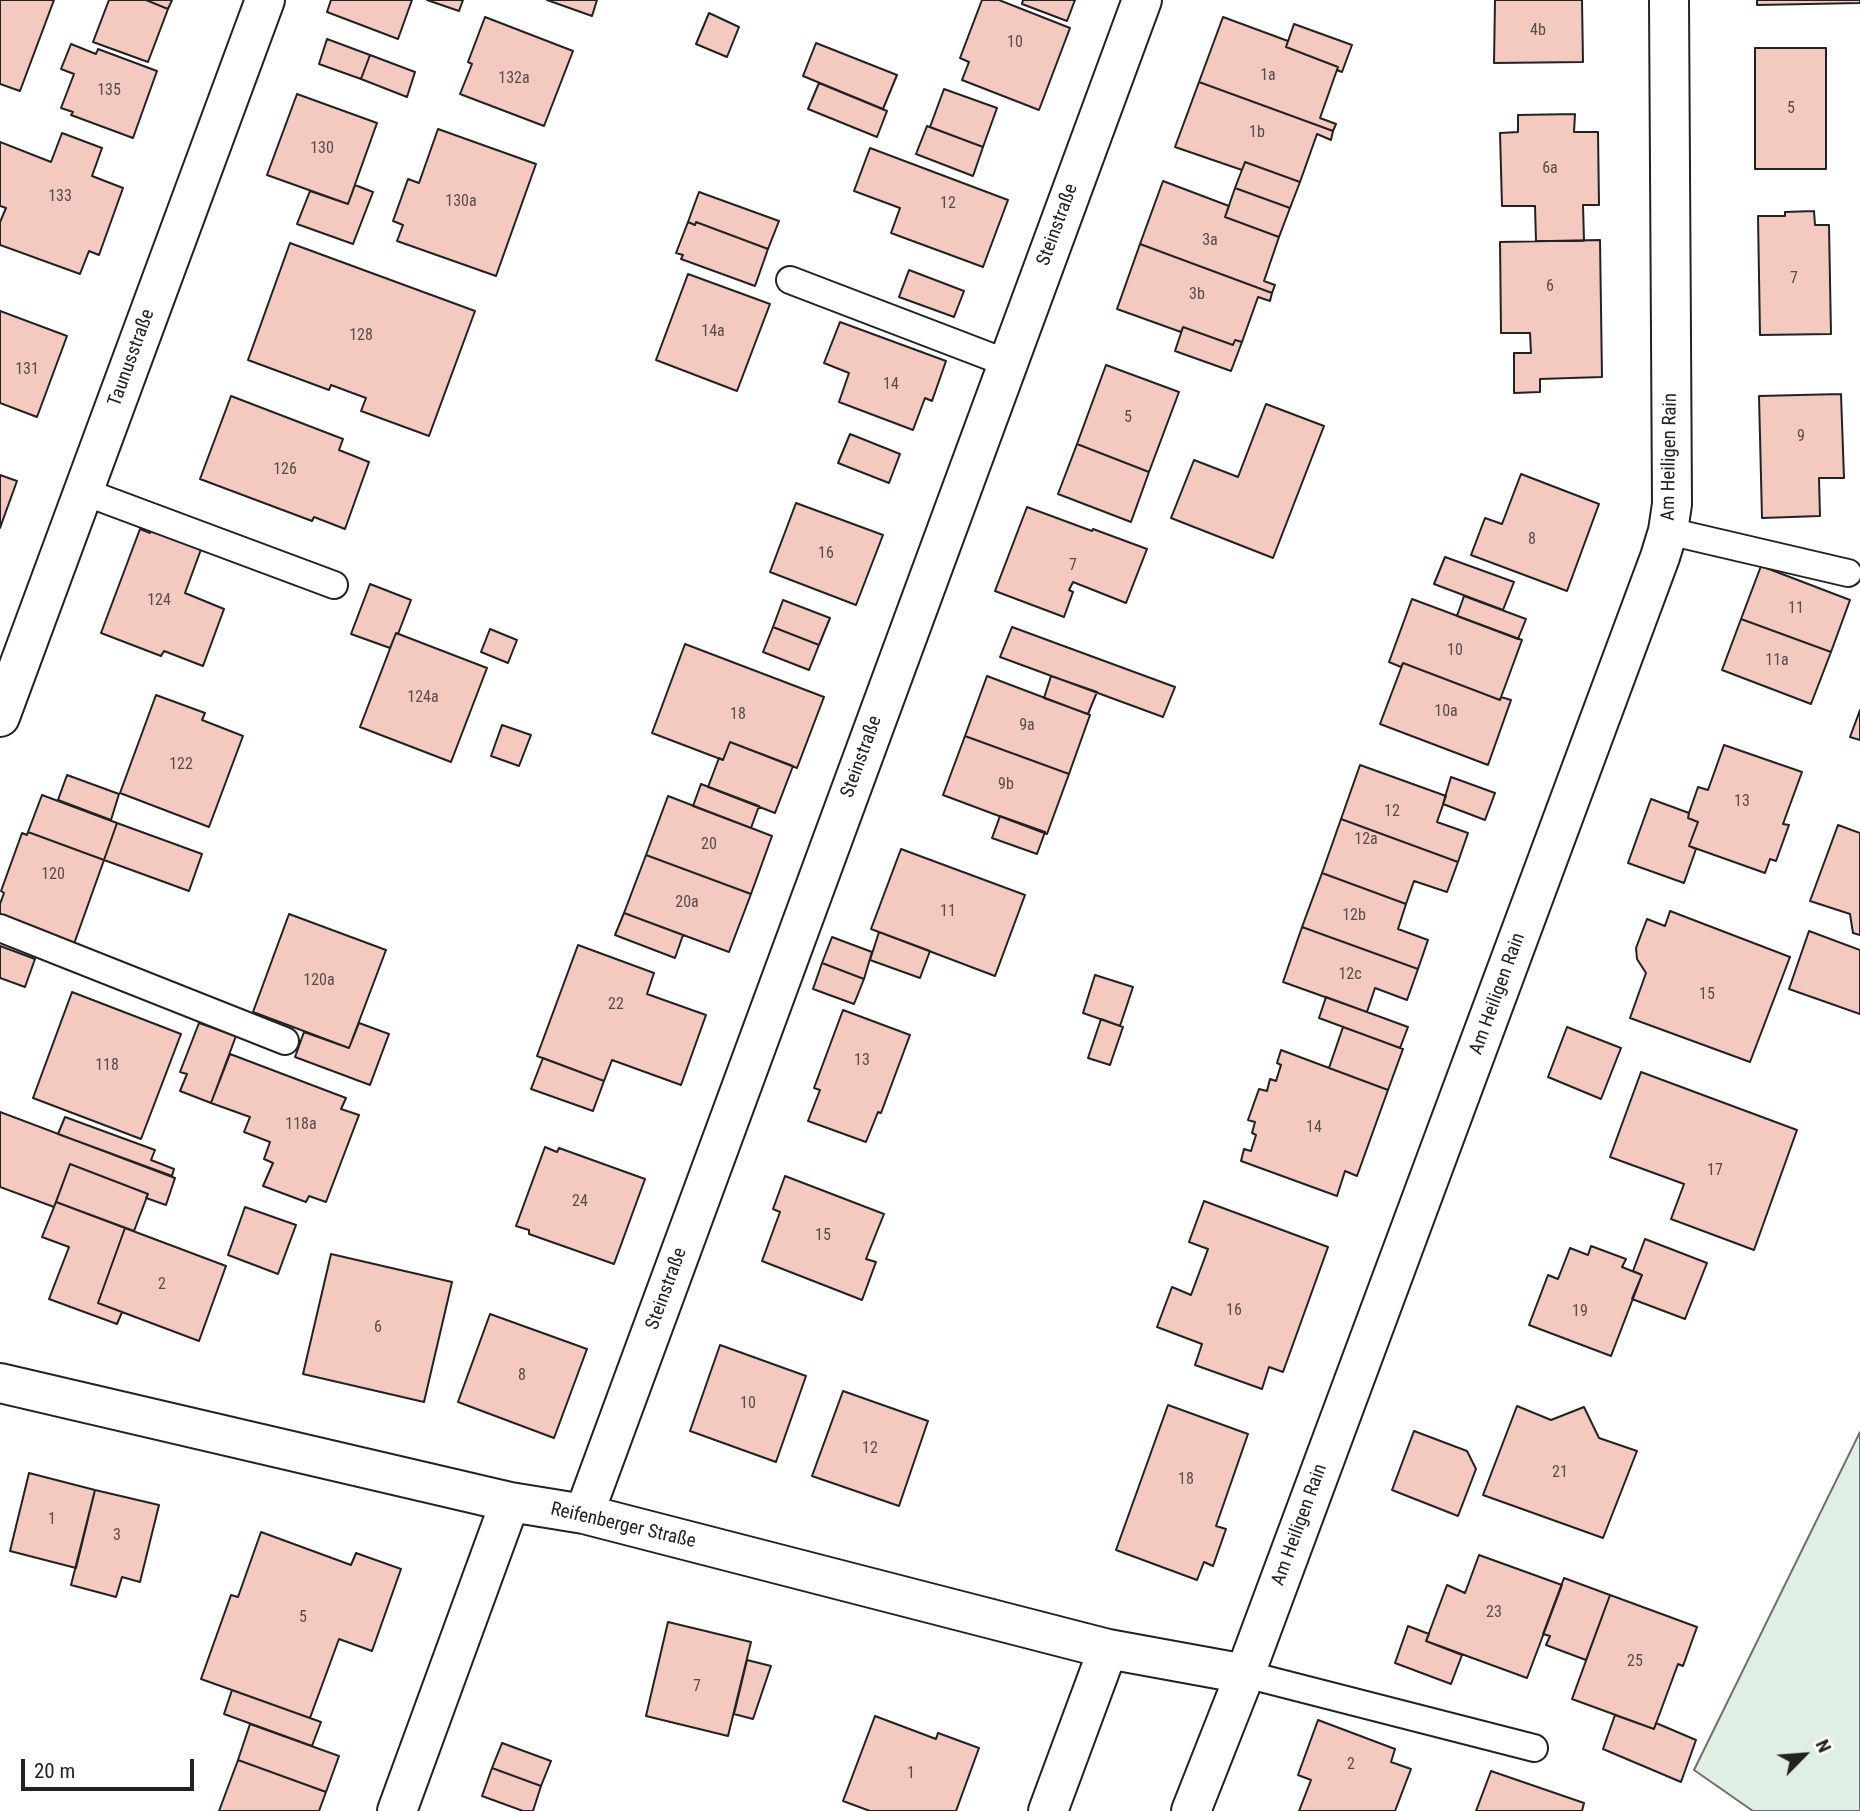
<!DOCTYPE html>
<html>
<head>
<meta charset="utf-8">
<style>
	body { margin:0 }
	#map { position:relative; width:1860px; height:1811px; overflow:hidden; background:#fff; font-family:"Roboto Condensed",sans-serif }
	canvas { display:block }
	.north { position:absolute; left:1769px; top:1720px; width:70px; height:70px; -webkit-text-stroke:5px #fff; paint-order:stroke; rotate:65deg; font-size:19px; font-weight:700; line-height:28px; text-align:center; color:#222 }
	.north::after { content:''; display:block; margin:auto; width:24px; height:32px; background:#222; clip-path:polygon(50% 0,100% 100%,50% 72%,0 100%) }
	.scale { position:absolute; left:21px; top:1759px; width:173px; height:32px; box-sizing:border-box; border:4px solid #222; border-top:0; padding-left:9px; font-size:21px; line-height:24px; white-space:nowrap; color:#222; -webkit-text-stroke:5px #fff; paint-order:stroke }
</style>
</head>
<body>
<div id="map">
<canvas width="1860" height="1811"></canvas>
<div class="north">N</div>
<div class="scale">20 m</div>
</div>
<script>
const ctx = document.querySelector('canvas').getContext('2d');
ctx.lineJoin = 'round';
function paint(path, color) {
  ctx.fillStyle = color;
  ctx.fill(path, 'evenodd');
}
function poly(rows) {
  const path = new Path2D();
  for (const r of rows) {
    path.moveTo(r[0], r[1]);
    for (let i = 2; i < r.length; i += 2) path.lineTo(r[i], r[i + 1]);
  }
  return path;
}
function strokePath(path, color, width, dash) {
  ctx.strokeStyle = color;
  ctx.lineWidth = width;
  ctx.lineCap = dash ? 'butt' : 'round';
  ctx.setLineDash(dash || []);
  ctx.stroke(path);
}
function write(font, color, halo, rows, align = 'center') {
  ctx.font = font + ' "Roboto Condensed",sans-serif';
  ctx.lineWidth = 5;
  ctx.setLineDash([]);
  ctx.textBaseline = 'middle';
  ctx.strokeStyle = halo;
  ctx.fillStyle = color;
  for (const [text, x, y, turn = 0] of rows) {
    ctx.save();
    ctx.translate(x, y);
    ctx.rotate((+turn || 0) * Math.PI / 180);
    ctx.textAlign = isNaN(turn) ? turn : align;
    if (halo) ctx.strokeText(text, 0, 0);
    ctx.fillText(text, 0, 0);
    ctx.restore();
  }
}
const green = poly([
	[1860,1432,1860,1811,1753,1811,1694,1770,1860,1432]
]);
paint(green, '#e0efe3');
strokePath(green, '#6f6f6f', 2);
const building = poly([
	[0,0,54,0,20,91,0,84,0,0],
	[109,0,146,0,168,9,148,62,93,42,109,0],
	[146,0,172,0,168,9,146,0],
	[331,0,412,0,398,39,327,12,331,0],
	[427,0,463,0,459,11,427,0],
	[547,0,597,0,592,16,547,0],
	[982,0,999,0,1070,28,1039,110,962,80,969,62,960,58,982,0],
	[1023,0,1075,0,1067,21,1022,4,1023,0],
	[1495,0,1582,0,1583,62,1494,63,1495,0],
	[1757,0,1860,0,1860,3,1757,5,1757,0],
	[709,13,739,27,727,57,696,44,709,13],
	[485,17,573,51,544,126,460,94,472,64,468,62,485,17],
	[1223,17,1288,41,1286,47,1338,67,1320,118,1336,124,1333,131,1199,82,1223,17],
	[1294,24,1352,45,1342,72,1337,70,1338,67,1286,47,1294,24],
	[327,39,370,55,361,79,319,64,327,39],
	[816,43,897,75,883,109,803,76,816,43],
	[71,44,96,54,98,49,157,71,133,138,71,115,73,112,61,108,74,74,61,69,71,44],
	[1755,48,1826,48,1826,169,1755,169,1755,48],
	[370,55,415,72,407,97,361,79,370,55],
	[1199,82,1333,131,1331,140,1317,134,1300,182,1245,162,1242,170,1175,147,1199,82],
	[819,83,887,111,877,137,808,109,819,83],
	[944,89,997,108,983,147,930,127,944,89],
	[297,94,377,123,348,204,267,175,297,94],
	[1575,114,1574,132,1598,132,1599,205,1583,205,1584,241,1536,241,1535,206,1502,206,1500,133,1518,132,1518,115,1575,114],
	[927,126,983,147,973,176,916,154,927,126],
	[438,129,536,164,496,276,397,241,403,225,393,221,408,179,419,183,438,129],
	[62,133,102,148,92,176,123,188,99,255,89,251,80,274,0,245,0,222,6,208,0,206,0,142,51,162,62,133],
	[870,148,1008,200,983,267,891,233,900,208,854,191,870,148],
	[1245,162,1300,182,1290,208,1235,188,1245,162],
	[1163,181,1229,206,1225,217,1279,237,1264,281,1275,285,1272,293,1140,244,1163,181],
	[355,185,373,192,353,244,297,224,310,191,348,204,355,185],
	[1235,188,1290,208,1279,237,1225,217,1235,188],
	[699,192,779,221,768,249,696,222,695,225,688,222,699,192],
	[1814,211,1815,225,1829,225,1831,334,1760,335,1758,216,1785,216,1785,212,1814,211],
	[688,222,695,225,696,222,768,249,755,286,681,259,683,255,676,253,688,222],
	[1600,240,1602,377,1540,379,1540,392,1514,393,1514,353,1531,353,1530,333,1501,333,1500,242,1600,240],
	[290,243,475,311,429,436,361,411,366,398,331,385,329,390,248,360,290,243],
	[1140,244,1272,293,1270,301,1258,297,1242,342,1235,340,1233,345,1183,327,1181,332,1117,309,1140,244],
	[909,270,964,291,954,317,899,297,909,270],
	[688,274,770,304,737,391,656,360,688,274],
	[0,311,67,336,37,417,0,403,0,311],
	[840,322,946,361,932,401,925,398,913,430,839,402,849,373,824,363,840,322],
	[1183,327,1233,345,1235,340,1242,342,1231,371,1175,351,1183,327],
	[1106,365,1179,392,1149,472,1077,444,1106,365],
	[1841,394,1844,478,1819,478,1820,516,1762,518,1759,396,1841,394],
	[231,396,343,439,339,450,369,462,345,529,314,517,312,521,200,479,231,396],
	[1266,404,1324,426,1273,558,1171,518,1194,460,1238,477,1266,404],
	[850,434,900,454,889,483,838,463,850,434],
	[1077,444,1149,472,1131,522,1058,494,1077,444],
	[1521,474,1599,504,1567,591,1471,555,1485,518,1502,524,1521,474],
	[0,475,17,481,0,528,0,475],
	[796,503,883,535,856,605,770,572,796,503],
	[1027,507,1092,531,1093,529,1147,549,1126,603,1073,582,1069,590,1073,592,1064,617,995,591,1027,507],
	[152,525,203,544,185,593,224,609,203,666,164,651,161,656,101,633,140,529,150,533,152,525],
	[1445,557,1514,582,1503,610,1434,584,1445,557],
	[1761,566,1850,600,1831,652,1741,619,1761,566],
	[370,584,411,600,398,634,396,633,390,648,351,634,370,584],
	[1464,596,1526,619,1518,639,1457,616,1464,596],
	[1412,599,1522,640,1500,700,1403,663,1401,667,1389,662,1412,599],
	[783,600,830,618,819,645,773,627,783,600],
	[1741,619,1831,652,1811,704,1722,670,1741,619],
	[773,627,819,645,809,670,763,652,773,627],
	[1012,627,1175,687,1163,717,1000,657,1012,627],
	[490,629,517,640,508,663,481,652,490,629],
	[396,633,487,668,451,762,360,727,396,633],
	[685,644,824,697,797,768,730,742,723,760,652,733,685,644],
	[1403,663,1500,700,1501,697,1511,700,1488,765,1380,724,1403,663],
	[987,676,1090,715,1069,774,965,736,987,676],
	[1051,676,1097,692,1088,714,1044,698,1051,676],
	[156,695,205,713,202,720,243,736,209,827,120,793,156,695],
	[1860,710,1860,740,1850,737,1860,710],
	[502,725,531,735,519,766,491,756,502,725],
	[965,736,1069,774,1047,834,943,795,965,736],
	[730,742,793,766,775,813,708,787,719,758,723,760,730,742],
	[1724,745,1802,772,1783,824,1789,825,1776,861,1770,859,1765,873,1689,846,1698,822,1688,818,1689,813,1698,787,1708,790,1724,745],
	[1360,765,1446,796,1437,822,1468,833,1458,862,1341,819,1360,765],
	[67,775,119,794,111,820,58,800,67,775],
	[1451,777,1495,793,1485,820,1443,804,1451,777],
	[701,784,759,806,751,828,693,806,701,784],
	[42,795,117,823,104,860,28,832,42,795],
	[668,796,772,836,751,894,646,855,668,796],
	[1651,799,1689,813,1688,818,1698,822,1689,846,1696,849,1684,883,1628,863,1651,799],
	[1000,816,1045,832,1037,854,992,838,1000,816],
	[1341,819,1458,862,1447,892,1414,881,1406,904,1322,873,1341,819],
	[117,823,202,854,189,891,104,860,117,823],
	[1838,825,1860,833,1860,935,1853,933,1850,914,1810,901,1838,825],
	[28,832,104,860,74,944,0,917,0,904,4,893,1,891,22,833,27,835,28,832],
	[901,849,1025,895,995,976,871,929,901,849],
	[646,855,751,894,729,952,624,913,646,855],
	[1322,873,1406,904,1398,929,1428,940,1418,969,1302,927,1322,873],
	[1670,911,1790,957,1750,1062,1630,1018,1646,973,1637,959,1636,948,1647,919,1665,926,1670,911],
	[624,913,683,935,675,958,615,935,624,913],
	[289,914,386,950,349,1048,253,1012,289,914],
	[1302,927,1418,969,1407,1000,1375,988,1367,1012,1283,982,1302,927],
	[1809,931,1860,950,1860,1014,1789,989,1809,931],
	[879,932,930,951,920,978,870,960,879,932],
	[832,937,872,952,864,979,822,963,832,937],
	[578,945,654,973,647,994,706,1015,681,1085,612,1060,604,1081,537,1056,578,945],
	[0,946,35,959,25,987,0,978,0,946],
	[822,963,864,979,854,1004,813,989,822,963],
	[1095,975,1133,987,1120,1026,1083,1013,1095,975],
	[72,992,181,1034,141,1139,33,1098,72,992],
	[1326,997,1408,1027,1400,1048,1319,1018,1326,997],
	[843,1010,910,1035,881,1113,878,1112,866,1142,808,1121,820,1090,814,1088,843,1010],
	[1101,1019,1123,1027,1110,1065,1088,1058,1101,1019],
	[199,1023,236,1036,211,1103,180,1091,187,1074,180,1072,199,1023],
	[359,1023,389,1034,370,1085,295,1057,304,1032,349,1048,359,1023],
	[1343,1027,1403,1049,1388,1090,1329,1068,1343,1027],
	[1567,1027,1621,1048,1601,1099,1548,1077,1567,1027],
	[1281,1050,1388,1090,1357,1176,1345,1171,1337,1196,1241,1161,1244,1149,1251,1151,1256,1135,1252,1133,1255,1122,1248,1120,1259,1089,1267,1091,1270,1079,1276,1081,1281,1065,1277,1063,1281,1050],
	[230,1054,346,1098,341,1109,359,1115,326,1202,309,1196,306,1202,263,1186,273,1163,264,1159,270,1142,244,1132,250,1117,211,1103,230,1054],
	[543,1058,604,1081,593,1111,531,1089,543,1058],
	[1641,1072,1797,1130,1754,1250,1671,1219,1684,1184,1610,1157,1641,1072],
	[0,1112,175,1178,166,1205,146,1198,148,1194,70,1164,54,1207,0,1187,0,1112],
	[65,1117,155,1150,151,1160,174,1169,172,1176,58,1134,65,1117],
	[545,1147,557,1152,559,1148,645,1179,614,1264,529,1234,529,1230,516,1226,545,1147],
	[70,1164,148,1194,134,1231,56,1202,70,1164],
	[785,1176,884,1214,866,1259,876,1262,862,1300,762,1261,780,1212,773,1209,785,1176],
	[1204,1201,1328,1247,1283,1372,1269,1367,1262,1389,1195,1365,1202,1344,1157,1327,1172,1287,1191,1295,1208,1249,1189,1242,1204,1201],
	[56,1202,125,1228,98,1303,122,1312,117,1324,49,1299,69,1247,42,1237,56,1202],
	[245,1207,296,1225,278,1274,228,1255,245,1207],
	[125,1228,226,1266,199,1341,98,1303,125,1228],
	[1645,1239,1707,1263,1685,1319,1632,1299,1642,1275,1633,1271,1645,1239],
	[1591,1246,1626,1259,1622,1267,1642,1275,1611,1356,1529,1325,1548,1275,1558,1279,1570,1248,1588,1255,1591,1246],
	[331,1254,452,1282,424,1402,303,1374,331,1254],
	[490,1314,587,1349,554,1438,458,1402,490,1314],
	[720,1345,806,1376,776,1462,690,1431,720,1345],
	[843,1391,928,1421,899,1506,812,1476,843,1391],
	[1168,1405,1248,1434,1216,1526,1226,1529,1213,1566,1204,1562,1197,1580,1116,1550,1168,1405],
	[1517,1406,1551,1420,1584,1407,1599,1438,1637,1451,1603,1538,1483,1495,1517,1406],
	[1414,1431,1467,1451,1476,1469,1458,1516,1392,1490,1414,1431],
	[29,1473,95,1490,76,1568,10,1551,29,1473],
	[95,1490,159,1505,140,1582,122,1577,116,1597,71,1585,95,1490],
	[261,1532,351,1565,356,1553,401,1569,372,1651,339,1639,310,1718,201,1679,231,1595,238,1597,261,1532],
	[1479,1555,1562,1585,1527,1678,1426,1641,1447,1585,1465,1593,1479,1555],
	[1564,1578,1610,1595,1586,1660,1546,1645,1550,1636,1543,1634,1564,1578],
	[1610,1595,1697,1627,1683,1666,1678,1664,1654,1729,1572,1699,1610,1595],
	[668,1622,751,1642,728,1736,646,1716,668,1622],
	[1408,1626,1429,1634,1426,1641,1462,1655,1451,1684,1395,1663,1408,1626],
	[747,1660,771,1666,753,1719,734,1714,747,1660],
	[232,1690,321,1722,312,1746,224,1714,232,1690],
	[1615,1715,1654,1729,1656,1723,1696,1740,1681,1782,1603,1749,1615,1715],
	[875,1716,936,1739,938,1733,979,1748,956,1811,870,1811,843,1801,875,1716],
	[1318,1720,1395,1749,1391,1762,1411,1769,1395,1811,1299,1811,1311,1780,1298,1775,1318,1720],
	[250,1724,339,1756,326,1792,238,1760,250,1724],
	[502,1743,551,1761,541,1786,492,1768,502,1743],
	[238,1760,326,1792,319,1811,219,1811,238,1760],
	[492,1768,541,1786,533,1811,523,1811,482,1796,492,1768],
	[1491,1771,1584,1803,1582,1811,1476,1811,1491,1771]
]);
paint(building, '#f3c9c0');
strokePath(building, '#222', 2);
const lane = poly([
	[790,280,1007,363],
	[82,491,334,585],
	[1668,531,1848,573],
	[0,928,285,1041],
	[1245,1674,1534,1748]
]);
const street = poly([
	[0,1383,510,1502,584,1514,1108,1649,1245,1674],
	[584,1514,1142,0],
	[397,1811,510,1502],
	[1048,1811,1108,1649],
	[1191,1811,1245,1674,1660,557,1668,531,1672,504,1669,0]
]);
const secondary = poly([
	[0,717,265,0]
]);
strokePath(lane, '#222', 30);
strokePath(street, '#222', 42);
strokePath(secondary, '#222', 42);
strokePath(lane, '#fff', 26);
strokePath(street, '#fff', 38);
strokePath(secondary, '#fff', 38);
write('16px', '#564c4a', null, [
	["4b",1538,31],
	["10",1015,43],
	["1a",1268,76],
	["132a",514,79],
	["135",109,91],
	["5",1791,109],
	["1b",1257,133],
	["130",322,149],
	["6a",1550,169],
	["133",60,197],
	["130a",461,202],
	["12",948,204],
	["3a",1210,241],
	["7",1794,279],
	["6",1550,287],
	["3b",1197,295],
	["14a",713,332],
	["128",361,336],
	["131",27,370],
	["14",891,385],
	["5",1128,418],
	["9",1801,437],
	["126",285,470],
	["8",1532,540],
	["16",826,554],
	["7",1073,566],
	["124",159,601],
	["11",1796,609],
	["10",1455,651],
	["11a",1777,661],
	["124a",423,698],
	["10a",1446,712],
	["18",738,715],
	["9a",1027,726],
	["122",181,765],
	["9b",1006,785],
	["13",1742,802],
	["12",1392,812],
	["12a",1366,840],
	["20",709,845],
	["120",53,875],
	["20a",687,903],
	["11",948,912],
	["12b",1354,916],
	["12c",1350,975],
	["120a",319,981],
	["15",1707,995],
	["22",616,1005],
	["13",862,1061],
	["118",107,1066],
	["118a",301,1125],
	["14",1314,1128],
	["17",1715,1171],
	["24",580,1202],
	["15",823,1236],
	["2",162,1285],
	["16",1234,1311],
	["19",1580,1312],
	["6",378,1328],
	["8",522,1376],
	["10",748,1404],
	["12",870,1449],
	["21",1560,1473],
	["18",1186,1480],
	["1",52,1520],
	["3",117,1536],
	["23",1494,1613],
	["5",303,1618],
	["25",1635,1662],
	["7",697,1687],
	["2",1351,1765],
	["1",911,1774]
]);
write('19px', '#222', '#fff', [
	["Steinstraße",1058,225,-70],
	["Taunusstraße",132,358,-70],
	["Am Heiligen Rain",1670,457,-89],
	["Steinstraße",862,757,-70],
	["Am Heiligen Rain",1498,994,-70],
	["Steinstraße",667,1289,-70],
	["Am Heiligen Rain",1300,1525,-70],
	["Reifenberger Straße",623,1526,13]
]);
</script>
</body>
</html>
====================
▸ Required action: Show all of the lines above in which "strokeStyle" is present.

▸ Answer:
  ctx.strokeStyle = color;
  ctx.strokeStyle = halo;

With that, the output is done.